Task to carry out
From the listing below, extract every line in which the word "Drive" appears.

Data for processing
--------------------------------------------------

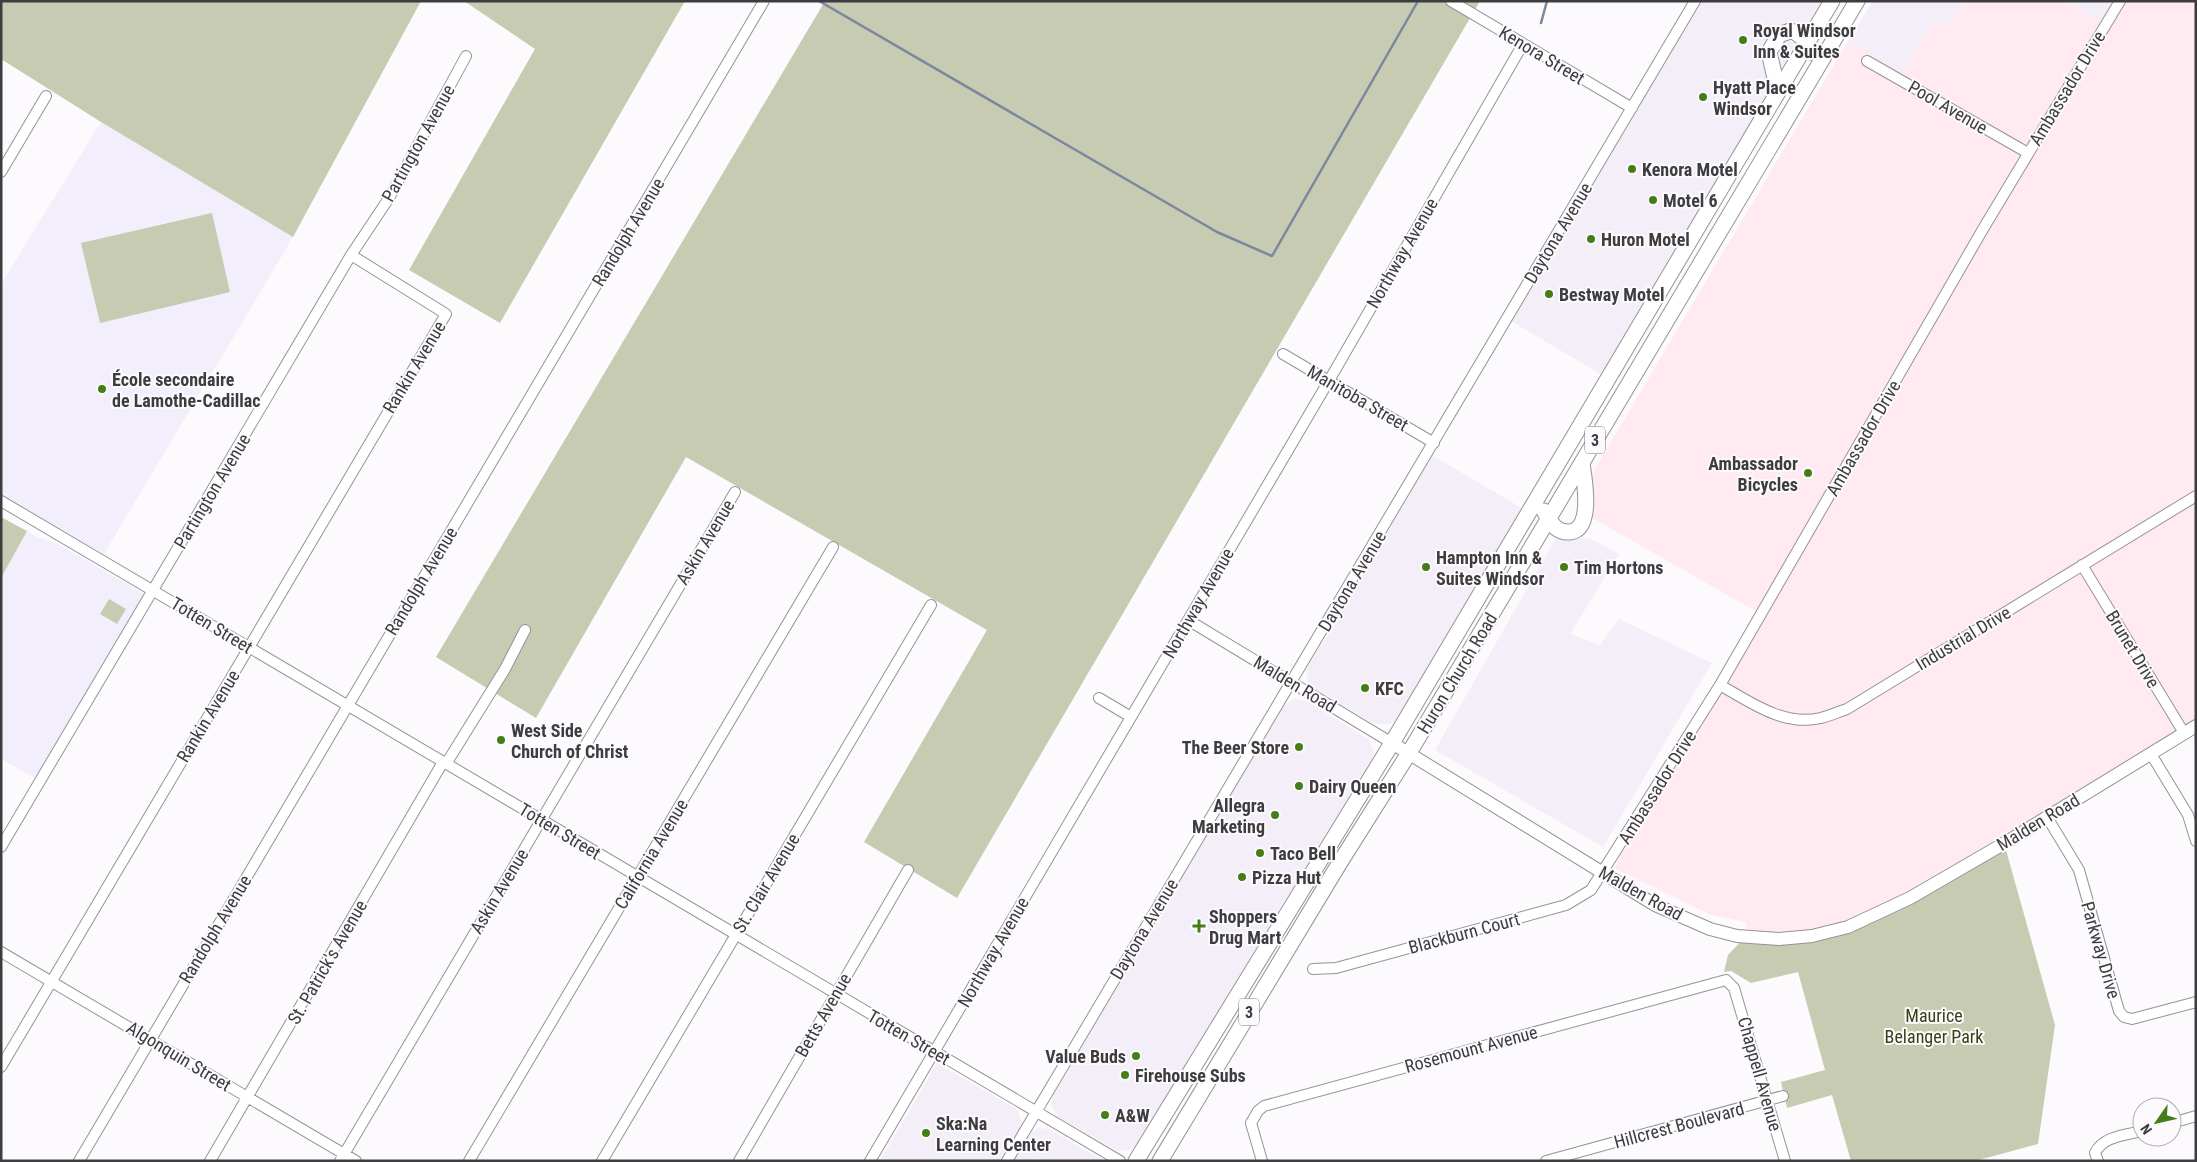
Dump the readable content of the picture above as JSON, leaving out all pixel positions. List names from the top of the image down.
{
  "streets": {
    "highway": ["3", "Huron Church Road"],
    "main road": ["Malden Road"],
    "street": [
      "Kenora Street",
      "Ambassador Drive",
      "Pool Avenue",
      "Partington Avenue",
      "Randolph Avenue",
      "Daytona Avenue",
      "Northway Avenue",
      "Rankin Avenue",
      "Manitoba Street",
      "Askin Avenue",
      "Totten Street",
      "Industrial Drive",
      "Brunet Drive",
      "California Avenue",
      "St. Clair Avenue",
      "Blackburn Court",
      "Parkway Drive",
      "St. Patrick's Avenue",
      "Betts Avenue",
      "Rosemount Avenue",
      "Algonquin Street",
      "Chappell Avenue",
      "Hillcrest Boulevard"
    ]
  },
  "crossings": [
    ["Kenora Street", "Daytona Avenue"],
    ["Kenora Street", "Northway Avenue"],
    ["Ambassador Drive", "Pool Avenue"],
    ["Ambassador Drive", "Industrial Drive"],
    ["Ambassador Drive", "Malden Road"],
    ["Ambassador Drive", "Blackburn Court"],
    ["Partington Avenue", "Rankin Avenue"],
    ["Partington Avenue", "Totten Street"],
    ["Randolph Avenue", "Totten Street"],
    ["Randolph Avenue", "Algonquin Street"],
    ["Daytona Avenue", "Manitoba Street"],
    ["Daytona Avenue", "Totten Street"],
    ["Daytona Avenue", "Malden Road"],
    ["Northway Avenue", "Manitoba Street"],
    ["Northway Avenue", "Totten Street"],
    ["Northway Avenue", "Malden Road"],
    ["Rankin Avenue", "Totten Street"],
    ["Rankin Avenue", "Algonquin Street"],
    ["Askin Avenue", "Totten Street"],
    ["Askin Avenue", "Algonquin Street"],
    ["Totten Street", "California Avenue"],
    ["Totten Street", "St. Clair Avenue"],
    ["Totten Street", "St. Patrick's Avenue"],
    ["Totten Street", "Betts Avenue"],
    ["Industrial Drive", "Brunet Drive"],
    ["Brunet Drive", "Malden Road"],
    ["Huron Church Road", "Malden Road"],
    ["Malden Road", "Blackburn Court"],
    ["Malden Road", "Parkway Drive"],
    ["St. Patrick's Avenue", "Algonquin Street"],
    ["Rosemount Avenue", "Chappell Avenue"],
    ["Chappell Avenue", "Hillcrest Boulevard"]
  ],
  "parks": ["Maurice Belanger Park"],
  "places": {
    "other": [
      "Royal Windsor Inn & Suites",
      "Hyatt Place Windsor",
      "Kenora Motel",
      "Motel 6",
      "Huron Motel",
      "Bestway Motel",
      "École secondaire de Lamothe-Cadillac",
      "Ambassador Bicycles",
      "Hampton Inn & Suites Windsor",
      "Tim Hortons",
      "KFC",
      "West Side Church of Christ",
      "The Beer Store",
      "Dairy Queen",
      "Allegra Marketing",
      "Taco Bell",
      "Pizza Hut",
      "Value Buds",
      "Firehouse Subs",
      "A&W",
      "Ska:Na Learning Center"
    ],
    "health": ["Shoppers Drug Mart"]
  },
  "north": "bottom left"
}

--------------------------------------------------

Result for this task
      "Ambassador Drive",
      "Industrial Drive",
      "Brunet Drive",
      "Parkway Drive",
    ["Ambassador Drive", "Pool Avenue"],
    ["Ambassador Drive", "Industrial Drive"],
    ["Ambassador Drive", "Malden Road"],
    ["Ambassador Drive", "Blackburn Court"],
    ["Industrial Drive", "Brunet Drive"],
    ["Brunet Drive", "Malden Road"],
    ["Malden Road", "Parkway Drive"],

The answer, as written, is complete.